I can add one more example from geometry, topology and physics, where simple modular Lie algebras arise. In John Milnor's article On Fundamental Groups of Complete Affinely Flat Manifolds there was an open question for Lie algebras $L$, namely which Lie algebras admit a bijective $1$-cocycle in $Z^1(L,M)$ with $\dim(L)=\dim (M)$. For the adjoint module, this asks for a non-singular derivation. Jacobson proved that in characteristic zero such a Lie algebra must be nilpotent.
The question was formulated there also for Lie groups, namely which connected Lie groups admit a left-invariant affine structure. It can also be formulated in terms of Yang-Baxter groups, or left braces, see the article Counterexample to a conjecture about braces by D. Bachiller.

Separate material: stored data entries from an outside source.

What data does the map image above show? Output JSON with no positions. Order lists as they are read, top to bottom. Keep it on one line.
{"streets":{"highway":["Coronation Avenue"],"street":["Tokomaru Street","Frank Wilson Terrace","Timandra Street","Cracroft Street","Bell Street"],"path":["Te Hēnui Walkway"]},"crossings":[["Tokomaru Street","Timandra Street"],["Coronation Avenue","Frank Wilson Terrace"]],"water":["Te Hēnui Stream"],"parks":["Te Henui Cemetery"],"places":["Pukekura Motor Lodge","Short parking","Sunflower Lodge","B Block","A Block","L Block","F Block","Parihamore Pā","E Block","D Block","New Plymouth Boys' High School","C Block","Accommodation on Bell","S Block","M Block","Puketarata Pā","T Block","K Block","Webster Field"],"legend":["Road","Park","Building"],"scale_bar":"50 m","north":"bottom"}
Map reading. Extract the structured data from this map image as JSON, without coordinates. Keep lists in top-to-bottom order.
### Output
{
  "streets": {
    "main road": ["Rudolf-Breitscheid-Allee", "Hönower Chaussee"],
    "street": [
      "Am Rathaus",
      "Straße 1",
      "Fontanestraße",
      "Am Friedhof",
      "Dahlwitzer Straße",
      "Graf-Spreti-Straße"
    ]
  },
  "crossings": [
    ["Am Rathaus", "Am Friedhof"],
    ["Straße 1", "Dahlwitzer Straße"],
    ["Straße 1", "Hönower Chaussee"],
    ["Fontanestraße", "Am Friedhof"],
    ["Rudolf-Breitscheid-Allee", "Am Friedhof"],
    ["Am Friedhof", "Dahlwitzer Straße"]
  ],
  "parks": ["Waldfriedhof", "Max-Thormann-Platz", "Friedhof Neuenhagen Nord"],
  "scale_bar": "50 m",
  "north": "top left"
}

From the first Whitehead Lemma it follows that a simple Lie algebra of characteristic zero does not admit such a $1$-cocycle. In prime characteristic, this is no longer true. For modular simple Lie algebras there are such examples, see First Cohomology Groups for Classical Lie Algebras by Jens-Carsten Jantzen.
This has then interesting applications to $p$-groups, Yang-Baxter groups, left braces, pre-Lie algebras, post-Lie algebras, and other things.
Benkart, Kostrikin and Kuznezov classified Finite-Dimensional Modular Simple Lie algebras with a Nonsingular Derivation.